WHAT YOU SHOULD DO - From the data, copy out every line in which the word "lines" appears.

**** DATA SUPPLIED ****

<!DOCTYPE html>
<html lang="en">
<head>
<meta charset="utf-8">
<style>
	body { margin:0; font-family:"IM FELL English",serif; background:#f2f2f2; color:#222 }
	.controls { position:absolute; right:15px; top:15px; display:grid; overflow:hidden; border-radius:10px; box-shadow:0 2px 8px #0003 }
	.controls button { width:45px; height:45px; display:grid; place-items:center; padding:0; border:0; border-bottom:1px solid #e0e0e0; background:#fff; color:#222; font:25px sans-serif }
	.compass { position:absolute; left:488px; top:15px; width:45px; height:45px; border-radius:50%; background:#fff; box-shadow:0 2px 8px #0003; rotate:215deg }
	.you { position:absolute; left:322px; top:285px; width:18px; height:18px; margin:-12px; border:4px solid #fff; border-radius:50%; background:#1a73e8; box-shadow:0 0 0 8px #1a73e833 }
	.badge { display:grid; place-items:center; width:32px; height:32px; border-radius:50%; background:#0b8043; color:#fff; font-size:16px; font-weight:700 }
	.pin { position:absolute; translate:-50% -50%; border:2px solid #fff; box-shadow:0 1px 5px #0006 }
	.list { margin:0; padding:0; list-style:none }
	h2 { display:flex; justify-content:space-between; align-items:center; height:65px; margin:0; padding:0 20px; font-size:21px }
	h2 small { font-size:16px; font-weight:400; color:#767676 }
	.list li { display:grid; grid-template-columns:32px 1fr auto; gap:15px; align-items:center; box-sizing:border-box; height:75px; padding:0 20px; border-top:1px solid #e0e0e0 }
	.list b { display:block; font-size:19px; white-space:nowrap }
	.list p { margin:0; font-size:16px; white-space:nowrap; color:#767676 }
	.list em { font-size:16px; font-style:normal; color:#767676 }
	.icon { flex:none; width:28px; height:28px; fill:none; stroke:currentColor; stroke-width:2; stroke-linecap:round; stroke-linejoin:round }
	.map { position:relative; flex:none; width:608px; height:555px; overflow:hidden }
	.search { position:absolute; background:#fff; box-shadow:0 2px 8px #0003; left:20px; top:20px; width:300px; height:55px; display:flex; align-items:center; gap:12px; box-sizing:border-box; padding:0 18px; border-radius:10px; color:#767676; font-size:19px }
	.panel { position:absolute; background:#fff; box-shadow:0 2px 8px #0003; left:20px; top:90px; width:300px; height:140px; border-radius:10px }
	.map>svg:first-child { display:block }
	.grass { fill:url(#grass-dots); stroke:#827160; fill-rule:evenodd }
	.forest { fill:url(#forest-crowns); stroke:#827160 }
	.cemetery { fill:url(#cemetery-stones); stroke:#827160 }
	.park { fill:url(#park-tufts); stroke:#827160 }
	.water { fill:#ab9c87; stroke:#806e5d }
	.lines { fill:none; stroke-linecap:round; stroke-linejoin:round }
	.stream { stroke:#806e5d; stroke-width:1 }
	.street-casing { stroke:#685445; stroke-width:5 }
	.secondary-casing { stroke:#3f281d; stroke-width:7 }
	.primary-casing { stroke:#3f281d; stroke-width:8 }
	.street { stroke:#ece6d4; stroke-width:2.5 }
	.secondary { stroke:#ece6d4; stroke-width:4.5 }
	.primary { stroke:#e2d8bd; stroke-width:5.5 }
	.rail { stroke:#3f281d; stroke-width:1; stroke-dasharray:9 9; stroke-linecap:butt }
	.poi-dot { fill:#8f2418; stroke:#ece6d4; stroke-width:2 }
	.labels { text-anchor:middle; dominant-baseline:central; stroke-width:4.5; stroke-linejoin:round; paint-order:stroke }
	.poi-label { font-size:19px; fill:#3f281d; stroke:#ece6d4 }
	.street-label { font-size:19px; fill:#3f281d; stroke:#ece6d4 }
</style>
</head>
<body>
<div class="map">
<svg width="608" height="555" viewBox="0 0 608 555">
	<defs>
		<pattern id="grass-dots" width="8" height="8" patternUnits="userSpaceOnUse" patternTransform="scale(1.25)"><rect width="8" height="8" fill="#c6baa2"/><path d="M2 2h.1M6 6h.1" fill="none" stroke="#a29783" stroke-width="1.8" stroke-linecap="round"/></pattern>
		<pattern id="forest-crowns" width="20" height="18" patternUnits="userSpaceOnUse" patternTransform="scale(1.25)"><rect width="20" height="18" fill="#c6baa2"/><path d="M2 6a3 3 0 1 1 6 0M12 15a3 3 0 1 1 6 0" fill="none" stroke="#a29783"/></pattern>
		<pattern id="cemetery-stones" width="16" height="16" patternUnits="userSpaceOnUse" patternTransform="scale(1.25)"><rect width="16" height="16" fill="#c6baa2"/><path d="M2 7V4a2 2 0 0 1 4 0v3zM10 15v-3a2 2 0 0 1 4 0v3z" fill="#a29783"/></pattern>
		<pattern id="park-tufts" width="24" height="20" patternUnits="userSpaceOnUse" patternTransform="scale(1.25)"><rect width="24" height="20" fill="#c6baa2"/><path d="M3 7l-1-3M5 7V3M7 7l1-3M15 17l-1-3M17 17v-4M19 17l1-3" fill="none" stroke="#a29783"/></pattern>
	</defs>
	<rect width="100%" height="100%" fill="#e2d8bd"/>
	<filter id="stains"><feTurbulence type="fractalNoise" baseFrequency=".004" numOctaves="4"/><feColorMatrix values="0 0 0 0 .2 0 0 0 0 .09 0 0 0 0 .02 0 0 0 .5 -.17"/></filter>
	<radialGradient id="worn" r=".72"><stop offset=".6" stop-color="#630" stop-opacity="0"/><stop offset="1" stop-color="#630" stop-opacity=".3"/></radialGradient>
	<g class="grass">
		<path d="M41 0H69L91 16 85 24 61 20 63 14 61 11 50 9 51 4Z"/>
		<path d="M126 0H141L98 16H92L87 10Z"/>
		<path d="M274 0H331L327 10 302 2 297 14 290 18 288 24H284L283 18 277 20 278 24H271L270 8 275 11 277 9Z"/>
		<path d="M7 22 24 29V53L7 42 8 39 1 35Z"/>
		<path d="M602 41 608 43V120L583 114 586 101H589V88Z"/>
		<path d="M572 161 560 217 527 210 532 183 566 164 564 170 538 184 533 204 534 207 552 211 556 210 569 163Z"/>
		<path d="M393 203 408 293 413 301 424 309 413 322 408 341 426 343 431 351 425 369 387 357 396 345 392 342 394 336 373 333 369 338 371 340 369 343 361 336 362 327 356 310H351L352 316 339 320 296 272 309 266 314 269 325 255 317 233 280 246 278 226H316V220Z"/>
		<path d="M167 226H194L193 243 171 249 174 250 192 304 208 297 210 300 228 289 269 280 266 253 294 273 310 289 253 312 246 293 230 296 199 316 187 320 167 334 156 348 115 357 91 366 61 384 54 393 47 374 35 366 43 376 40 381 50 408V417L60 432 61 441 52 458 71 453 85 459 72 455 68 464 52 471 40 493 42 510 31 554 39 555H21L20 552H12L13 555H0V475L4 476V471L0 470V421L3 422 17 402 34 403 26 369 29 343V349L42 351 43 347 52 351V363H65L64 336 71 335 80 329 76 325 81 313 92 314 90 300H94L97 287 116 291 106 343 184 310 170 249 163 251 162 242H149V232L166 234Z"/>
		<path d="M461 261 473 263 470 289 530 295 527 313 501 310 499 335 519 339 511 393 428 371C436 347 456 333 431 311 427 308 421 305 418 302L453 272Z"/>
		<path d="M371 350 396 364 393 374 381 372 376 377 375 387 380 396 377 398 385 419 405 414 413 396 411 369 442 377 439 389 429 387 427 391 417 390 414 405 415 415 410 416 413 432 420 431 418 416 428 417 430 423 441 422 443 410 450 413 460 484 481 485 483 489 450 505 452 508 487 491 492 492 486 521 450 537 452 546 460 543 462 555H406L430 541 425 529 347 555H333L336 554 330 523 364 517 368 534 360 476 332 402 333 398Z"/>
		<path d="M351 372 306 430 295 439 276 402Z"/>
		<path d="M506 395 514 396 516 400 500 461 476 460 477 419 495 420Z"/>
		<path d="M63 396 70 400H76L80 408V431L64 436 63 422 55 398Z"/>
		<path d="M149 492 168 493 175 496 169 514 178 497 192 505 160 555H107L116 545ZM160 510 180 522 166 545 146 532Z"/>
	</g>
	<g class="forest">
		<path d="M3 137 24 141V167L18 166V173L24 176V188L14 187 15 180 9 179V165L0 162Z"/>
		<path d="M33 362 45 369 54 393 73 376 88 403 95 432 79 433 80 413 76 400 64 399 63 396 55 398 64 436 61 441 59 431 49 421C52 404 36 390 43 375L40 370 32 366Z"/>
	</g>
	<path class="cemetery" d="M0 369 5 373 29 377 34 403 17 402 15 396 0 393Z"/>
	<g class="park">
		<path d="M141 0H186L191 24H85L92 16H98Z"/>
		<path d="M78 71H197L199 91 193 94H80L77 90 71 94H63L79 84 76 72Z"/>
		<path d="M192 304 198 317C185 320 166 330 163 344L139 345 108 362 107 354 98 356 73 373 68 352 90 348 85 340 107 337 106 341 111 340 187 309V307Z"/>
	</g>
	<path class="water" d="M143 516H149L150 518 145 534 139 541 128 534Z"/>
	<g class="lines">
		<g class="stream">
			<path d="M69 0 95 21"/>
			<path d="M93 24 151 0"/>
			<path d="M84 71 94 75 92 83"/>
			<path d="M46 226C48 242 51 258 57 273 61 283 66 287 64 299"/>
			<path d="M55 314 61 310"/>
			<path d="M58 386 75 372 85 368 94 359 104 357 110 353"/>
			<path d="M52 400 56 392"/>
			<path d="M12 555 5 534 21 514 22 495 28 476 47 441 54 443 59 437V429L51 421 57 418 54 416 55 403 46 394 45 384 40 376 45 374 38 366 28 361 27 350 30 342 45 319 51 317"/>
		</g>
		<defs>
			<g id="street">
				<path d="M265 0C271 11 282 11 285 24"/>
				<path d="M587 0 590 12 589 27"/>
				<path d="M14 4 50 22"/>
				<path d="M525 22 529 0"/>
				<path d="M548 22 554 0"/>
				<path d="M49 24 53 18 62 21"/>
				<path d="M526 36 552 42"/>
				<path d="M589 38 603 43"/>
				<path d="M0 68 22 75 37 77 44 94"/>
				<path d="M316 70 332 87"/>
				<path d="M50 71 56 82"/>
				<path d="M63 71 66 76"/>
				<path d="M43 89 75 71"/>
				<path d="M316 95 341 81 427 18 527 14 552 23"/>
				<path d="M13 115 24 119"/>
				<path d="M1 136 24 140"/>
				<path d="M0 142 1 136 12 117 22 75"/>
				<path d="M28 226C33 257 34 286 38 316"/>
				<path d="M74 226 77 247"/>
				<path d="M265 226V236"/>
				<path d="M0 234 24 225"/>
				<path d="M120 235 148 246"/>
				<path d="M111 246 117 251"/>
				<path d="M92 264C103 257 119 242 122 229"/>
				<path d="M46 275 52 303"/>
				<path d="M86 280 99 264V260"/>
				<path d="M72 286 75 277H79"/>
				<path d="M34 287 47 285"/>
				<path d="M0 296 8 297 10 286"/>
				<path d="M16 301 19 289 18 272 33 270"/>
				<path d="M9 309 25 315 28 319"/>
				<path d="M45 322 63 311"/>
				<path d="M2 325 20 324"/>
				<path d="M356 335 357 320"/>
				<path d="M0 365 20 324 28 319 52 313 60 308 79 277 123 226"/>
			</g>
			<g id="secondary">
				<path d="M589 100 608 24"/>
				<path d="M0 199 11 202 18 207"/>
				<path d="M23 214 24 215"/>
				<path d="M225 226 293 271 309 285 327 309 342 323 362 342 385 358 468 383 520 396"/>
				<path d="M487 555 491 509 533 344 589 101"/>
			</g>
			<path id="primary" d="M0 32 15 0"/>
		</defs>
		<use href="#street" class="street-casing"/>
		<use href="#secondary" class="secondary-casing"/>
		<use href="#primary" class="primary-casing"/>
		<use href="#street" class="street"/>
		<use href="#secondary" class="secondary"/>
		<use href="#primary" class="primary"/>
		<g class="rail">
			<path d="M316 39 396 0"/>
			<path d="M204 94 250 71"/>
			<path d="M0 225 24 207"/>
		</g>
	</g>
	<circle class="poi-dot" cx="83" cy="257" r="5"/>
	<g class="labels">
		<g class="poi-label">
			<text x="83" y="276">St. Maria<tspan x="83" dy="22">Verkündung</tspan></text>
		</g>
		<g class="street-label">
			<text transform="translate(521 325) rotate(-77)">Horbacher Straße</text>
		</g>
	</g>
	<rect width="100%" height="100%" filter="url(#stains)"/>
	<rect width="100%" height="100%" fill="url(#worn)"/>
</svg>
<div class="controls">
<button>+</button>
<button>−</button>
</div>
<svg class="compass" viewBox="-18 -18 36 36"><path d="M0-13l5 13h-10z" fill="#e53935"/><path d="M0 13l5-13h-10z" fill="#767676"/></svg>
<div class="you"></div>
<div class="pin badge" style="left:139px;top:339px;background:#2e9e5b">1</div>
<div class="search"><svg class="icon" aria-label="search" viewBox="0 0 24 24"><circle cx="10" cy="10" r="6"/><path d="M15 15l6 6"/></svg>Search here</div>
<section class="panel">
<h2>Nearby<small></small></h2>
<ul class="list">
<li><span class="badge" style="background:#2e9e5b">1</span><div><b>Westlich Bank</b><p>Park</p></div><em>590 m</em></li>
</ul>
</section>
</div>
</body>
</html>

****

ANSWER -
	.lines { fill:none; stroke-linecap:round; stroke-linejoin:round }
	<g class="lines">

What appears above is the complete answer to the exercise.